▶ **What the task asks**: Give the data below again exactly as written, without its pictures.

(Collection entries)
────────
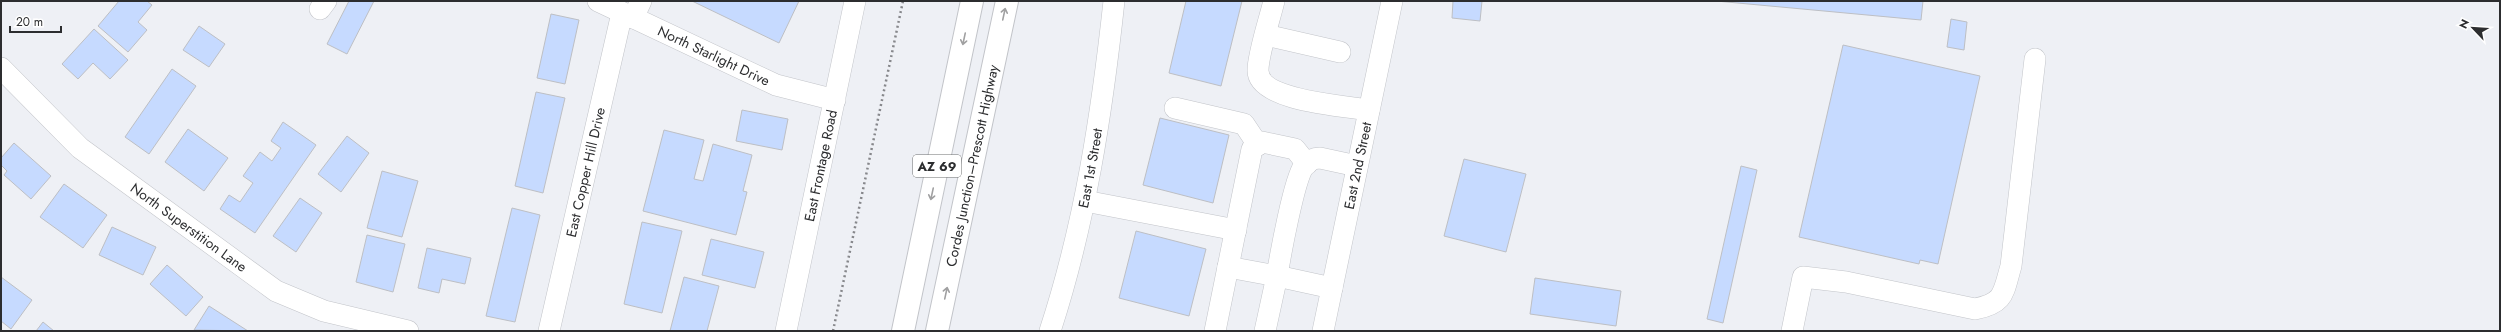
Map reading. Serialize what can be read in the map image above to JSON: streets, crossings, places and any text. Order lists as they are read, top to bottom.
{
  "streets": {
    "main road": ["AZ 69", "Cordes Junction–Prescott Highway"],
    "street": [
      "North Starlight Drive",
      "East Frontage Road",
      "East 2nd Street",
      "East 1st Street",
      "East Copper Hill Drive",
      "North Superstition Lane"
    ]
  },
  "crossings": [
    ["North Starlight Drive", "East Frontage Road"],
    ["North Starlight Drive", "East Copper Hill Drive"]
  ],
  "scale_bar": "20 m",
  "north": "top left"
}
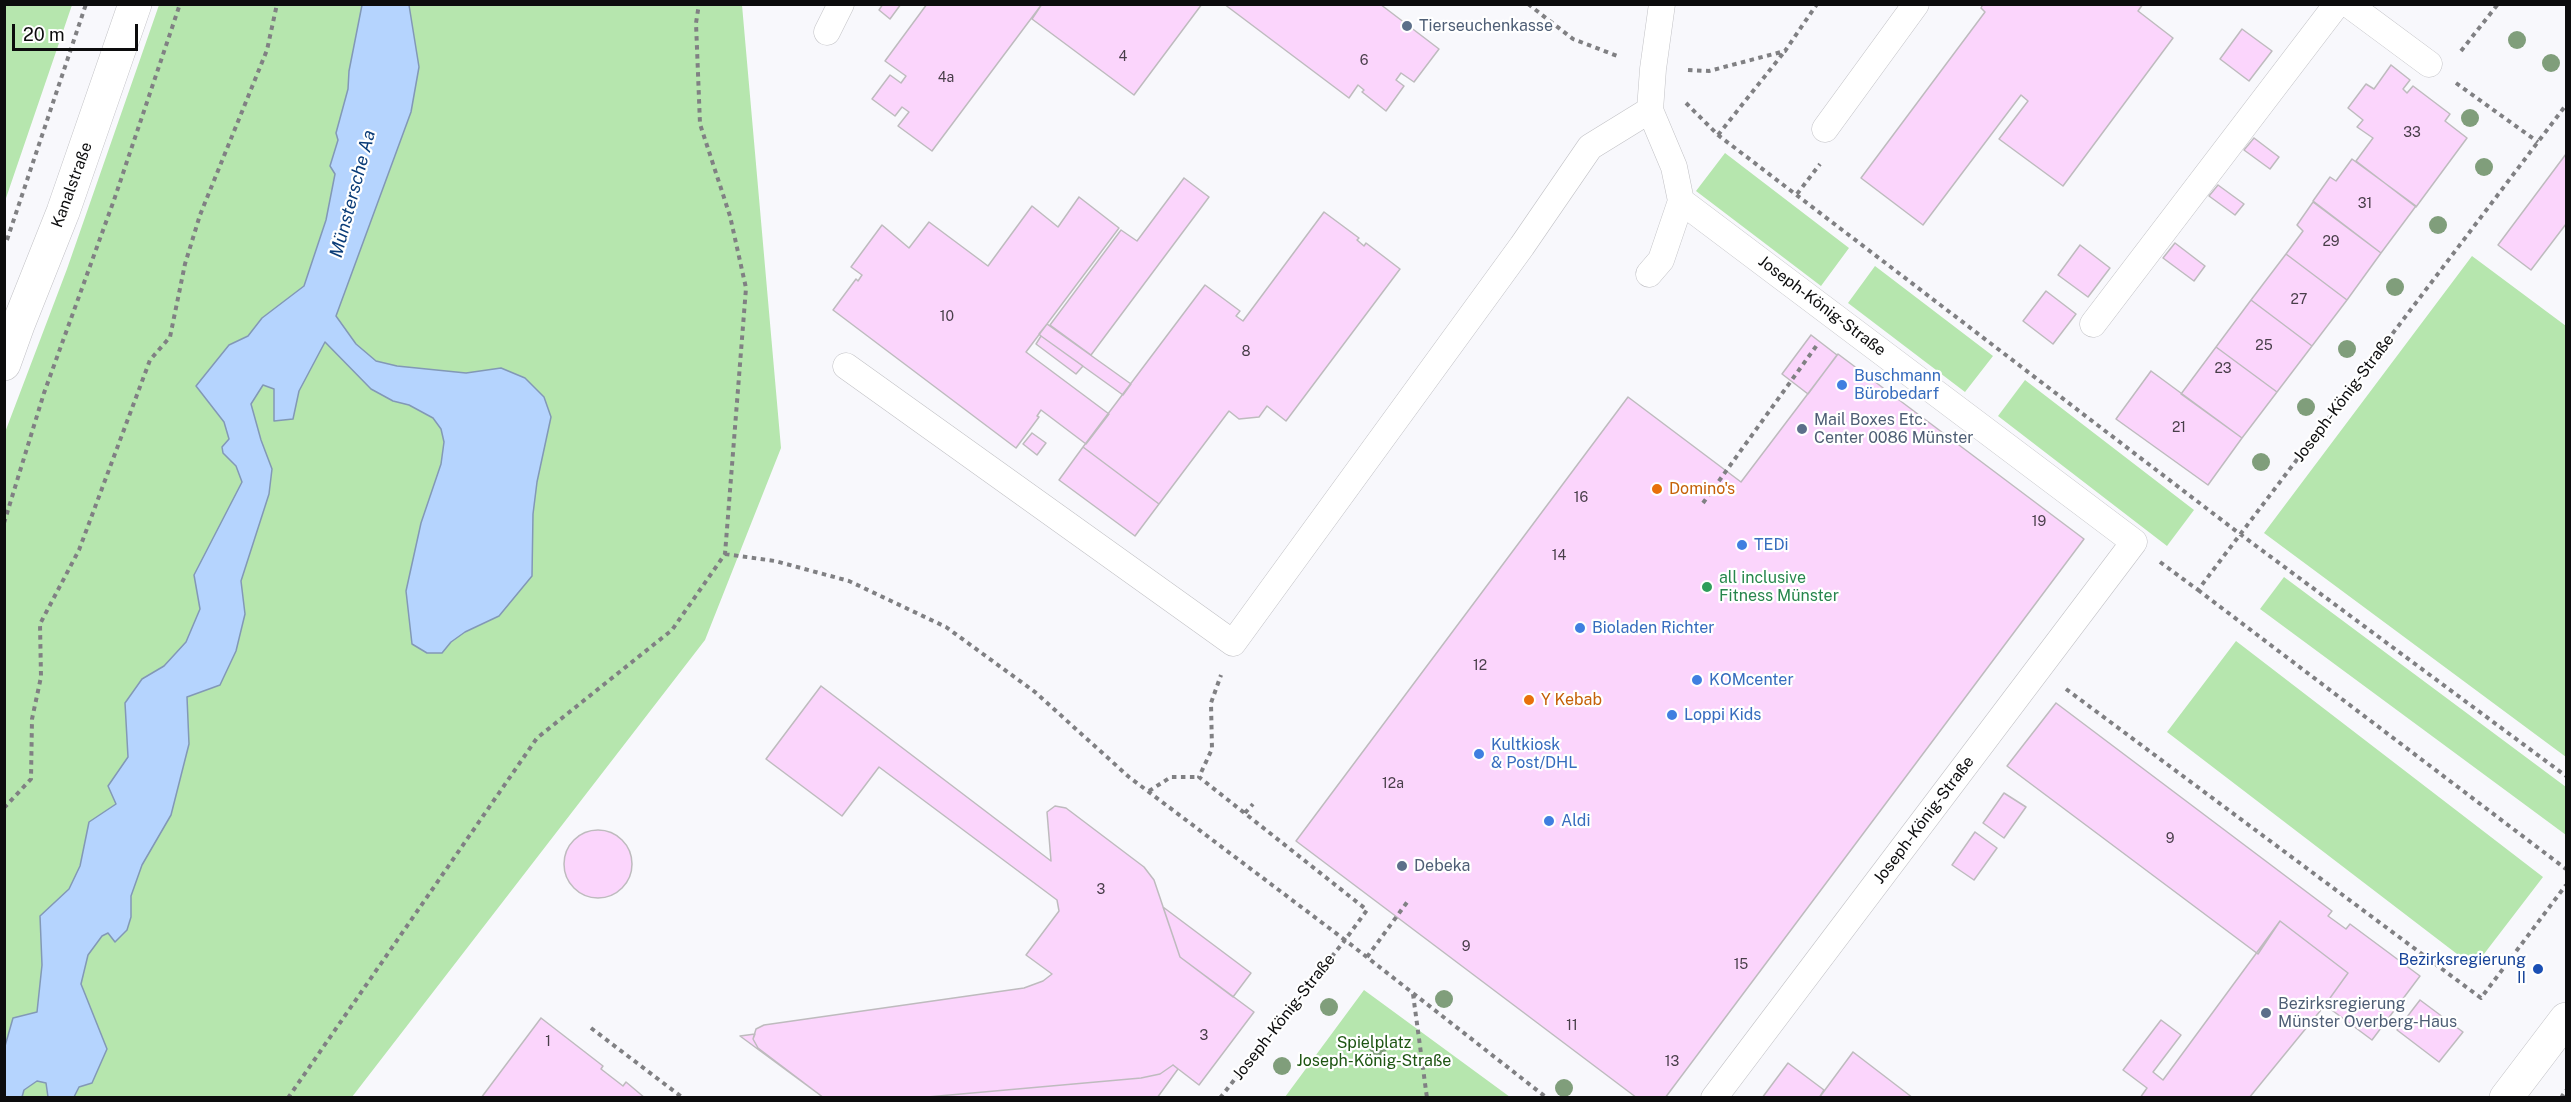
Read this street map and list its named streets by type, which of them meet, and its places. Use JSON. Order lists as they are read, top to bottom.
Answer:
────────
▶ **Solution**:
Map reading. Serialize what can be read in the map image above to JSON: streets, crossings, places and any text. Order lists as they are read, top to bottom.
{
  "streets": {
    "main road": ["AZ 69", "Cordes Junction–Prescott Highway"],
    "street": [
      "North Starlight Drive",
      "East Frontage Road",
      "East 2nd Street",
      "East 1st Street",
      "East Copper Hill Drive",
      "North Superstition Lane"
    ]
  },
  "crossings": [
    ["North Starlight Drive", "East Frontage Road"],
    ["North Starlight Drive", "East Copper Hill Drive"]
  ],
  "scale_bar": "20 m",
  "north": "top left"
}
Read this street map and list its named streets by type, which of them meet, and its places. Use JSON. Order lists as they are read, top to bottom.
Answer:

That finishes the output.